View Single Post
 
Old Mar 15, 2015, 01:31 PM
setnpretty's Avatar
setnpretty setnpretty is offline
New Member
 
Member Since: Mar 2015
Location: Indianapolis
Posts: 7
Quote:
Originally Posted by Cthrume View Post
What troubles me is this - "he cheated on me for the first 6 months of our relationship" (did you get a reason?) "I found out" (did he tell you or did you discover based on evidence found?), "nor is he going to have the conversation every few months or weeks whenever I have a breakdown" "he doesn't seem to have much remorse for the damage he caused" (a biggie for me possibly deal breaker), "He has told me several times that I need to let it go or move on". He said he would do anything to make it all better for you but when you need to discuss your fears he drops the gavel and says "NO TALKING ABOUT IT - SUBJECT IS OFF LIMITS!". How convenient for him to make up all the rules and expect you to obey them or "move on". He must feel he has some power over you (sounds like you've given him that too).

Why would you think that you are the cause of his cheating? Is there any basis to that? Not looking for a response to any questions, just postulating. No one knows all the facets of your relationship. Just be careful, whatever you do. Sorry you are dealing with this.

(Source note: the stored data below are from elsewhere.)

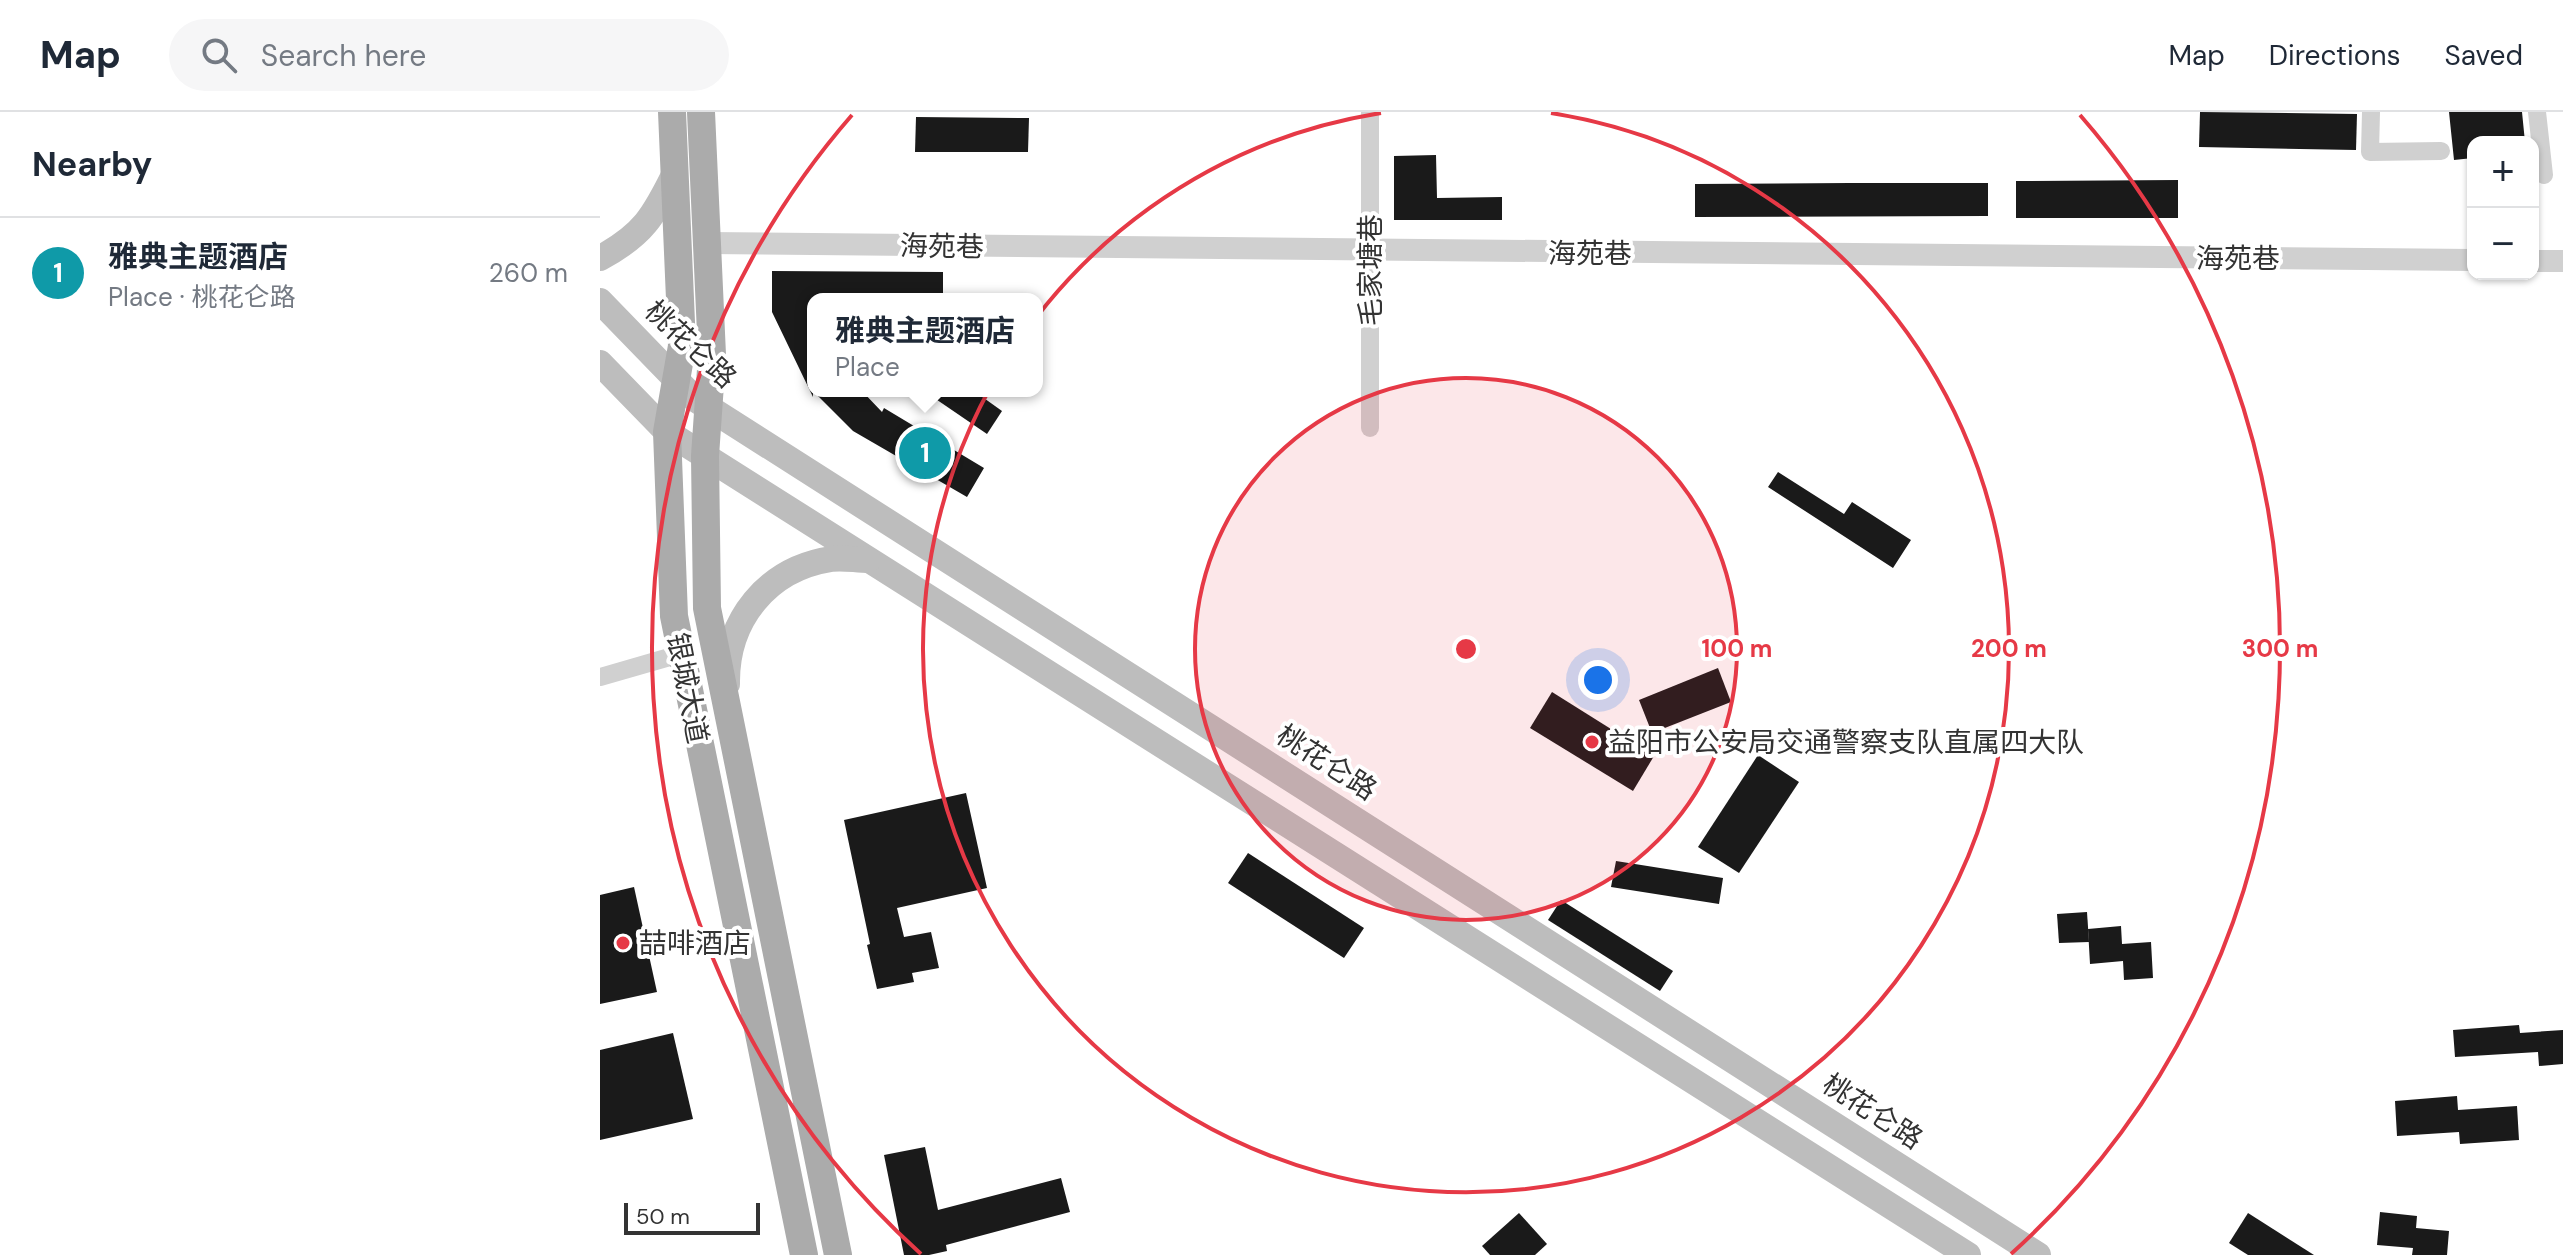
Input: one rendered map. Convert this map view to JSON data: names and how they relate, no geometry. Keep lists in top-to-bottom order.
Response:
{
  "streets": {
    "main road": ["桃花仑路", "银城大道"],
    "street": ["海苑巷", "毛家塘巷"]
  },
  "crossings": [
    ["海苑巷", "毛家塘巷"],
    ["海苑巷", "银城大道"],
    ["桃花仑路", "银城大道"]
  ],
  "places": ["益阳市公安局交通警察支队直属四大队", "喆啡酒店"],
  "scale_bar": "50 m",
  "page": {
    "header": "Map",
    "search": "Search here",
    "nav": ["Map", "Directions", "Saved"],
    "heading": "Nearby",
    "map_buttons": ["+", "−"],
    "list": [
      {
        "mark": "1",
        "name": "雅典主题酒店",
        "note": "Place · 桃花仑路",
        "value": "260 m"
      }
    ],
    "popup": ["雅典主题酒店", "Place"],
    "pins": "1",
    "scale": "50 m"
  },
  "rings": ["100 m", "200 m", "300 m"]
}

Thank you! I found out on my own and then he came clean, he was talking to a couple different girls on the internet and sharing inappropriate texts and pictures with them. He isn't very remorseful, and that is hard because I feel even though it's been a year he should still be trying everyday to make things better. I try daily and I have been faithful since day one. I have given him a lot of power over me and I don't understand why, I feel weaker than I ever have in my life. I don't know how to get through this, it's like an emotional roller coaster. I shouldn't feel the cause of the cheating to be my fault, we have his daughter full time and I take care of her like my own (he works out of town a lot), we have a very active and fulfilling sex life, I take care of our home there isn't any areas that he should want more...so I just don't understand...Just in the pit of my stomach I always feel like something shady is going on....Thanks again for listening to me...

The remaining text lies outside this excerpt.